Whenever I study a craft book, I pull out my trusty highlighter. Love that invention! In my first read through, I used yellow, but this time I'm using blue. So when something ends up greenish (blue on top of yellow), I know I've hit something that sings to me. So I'll be sharing a selection of those noteworthy lines in these post for us all to learn from. Can't share them all--I'm noticing way too many greenish lines so far to do that! So, for starters:
"Breakout novels are highly detailed and generally complex." (Pg. 28)
Okay, now that poses an issue for me. I'm not a complex person, nor do I like stories that take me in several different directions at one time. But is that really what this means? I'm going to refer to Twilight often in these posts, because I believe that it is one of the most widely and most recent known breakout novels published. Is it highly detailed? I'd say yes. But it isn't riddled with such on every single page. Stephenie Meyer chooses carefully where to put detail and how much to include, whether intentionally or not. And that's what keeps the story moving and not overwhelming.
Is it generally complex? Aw, well, do vampires really exist? How does Meyer's make Edward seem so human, yet he's a mythical "vegetarian" vampire? I think the key word in this is "generally" for one thing. Generally gives a lot of leeway, so that it doesn't go over the top of most peoples' heads, but yet it's sufficiently different from the norm that it grabs and keeps our attention. Do we need to tap into the untrue to achieve that, though? No. If we write strictly reality driven stories, then I believe to make it "generally complex" we need only dig deeper into the issue we're creating the story to portray. Make it something that the reader will learn from, or at least start pondering their own view on, so that it becomes "generally complex" to them.

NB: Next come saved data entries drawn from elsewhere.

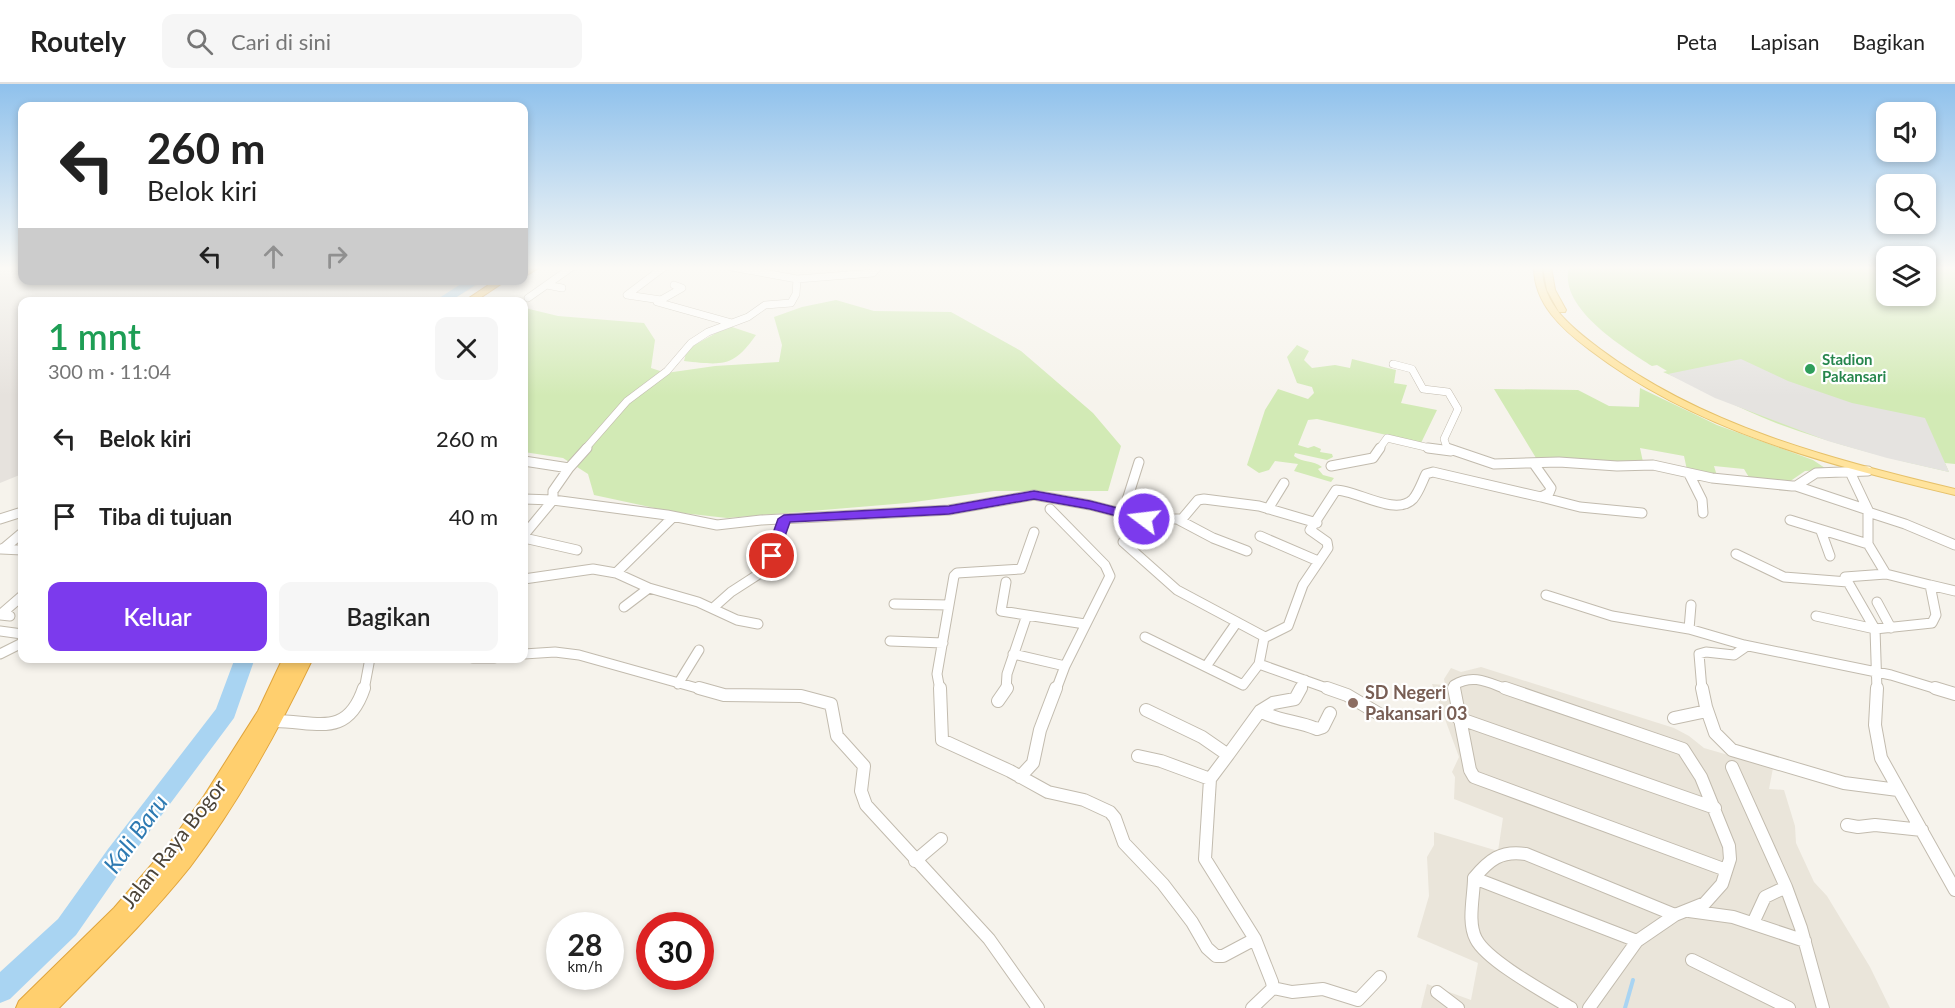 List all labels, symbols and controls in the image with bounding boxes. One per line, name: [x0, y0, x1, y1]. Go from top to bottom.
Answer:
search box: [162, 14, 582, 68]
text: Routely: [30, 24, 126, 58]
icon: search: [183, 25, 216, 58]
text: Cari di sini: [231, 28, 331, 55]
text: Peta: [1676, 29, 1717, 54]
text: Lapisan: [1750, 29, 1819, 54]
text: Bagikan: [1852, 29, 1925, 54]
map controls: [1876, 102, 1936, 306]
button: sound: [1876, 102, 1936, 162]
text: 260 m: [147, 123, 265, 173]
icon: left: [48, 126, 126, 204]
text: Belok kiri: [147, 174, 257, 207]
button: search: [1876, 174, 1936, 234]
icon: left: [194, 240, 227, 273]
icon: ahead: [257, 240, 290, 273]
icon: right: [320, 240, 353, 273]
button: layers: [1876, 246, 1936, 306]
text: 1 mnt: [48, 314, 141, 358]
button: close: [435, 317, 498, 380]
place label: Stadion Pakansari: [1822, 350, 1887, 385]
text: 300 m · 11:04: [48, 359, 171, 383]
marker: Stadion Pakansari: [1803, 362, 1817, 376]
icon: left: [48, 422, 81, 455]
text: Belok kiri: [99, 425, 191, 452]
text: 260 m: [436, 425, 498, 452]
position arrow: [1112, 487, 1176, 551]
icon: arrive: [48, 500, 81, 533]
text: Tiba di tujuan: [99, 503, 232, 530]
text: 40 m: [449, 503, 498, 530]
pin: [746, 530, 797, 581]
icon: arrive: [755, 539, 788, 572]
button: Keluar: [48, 582, 267, 651]
button: Bagikan: [279, 582, 498, 651]
place label: SD Negeri Pakansari 03: [1365, 681, 1468, 724]
marker: SD Negeri Pakansari 03: [1346, 696, 1360, 710]
street label: Jalan Raya Bogor: [115, 773, 231, 912]
water label: Kali Baru: [96, 788, 173, 878]
speed limit sign: 30: [636, 912, 714, 990]
text: 28: [568, 926, 602, 962]
text: km/h: [567, 957, 603, 975]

I write inspirational romances. A lot of people frown on any sub genre of romance, as if they have no real value. I sat watching my family eat at the popular Kawartha Dairy ice cream on vacation last week and looking around at all the other patrons sitting at picnic tables, glider swings, and on the grassy hillside, I noticed several "couples". Each couple told a story (at least in my mind they did.) Everywhere I look, I discover more couples. Our world revolves around relationships, relationships with God, relationships with co-workers, relationships with your doctor, and yes, relationships with the love of your life. If you don't have a love-of-your-life, the odds are you're looking for one. So, you tell me, is writing an inspirational romance that depicts a healthy, yet sufficiently complex enough courtship, that also delves into a "generally complex" issue (as if finding romance isn't complex enough) worthless?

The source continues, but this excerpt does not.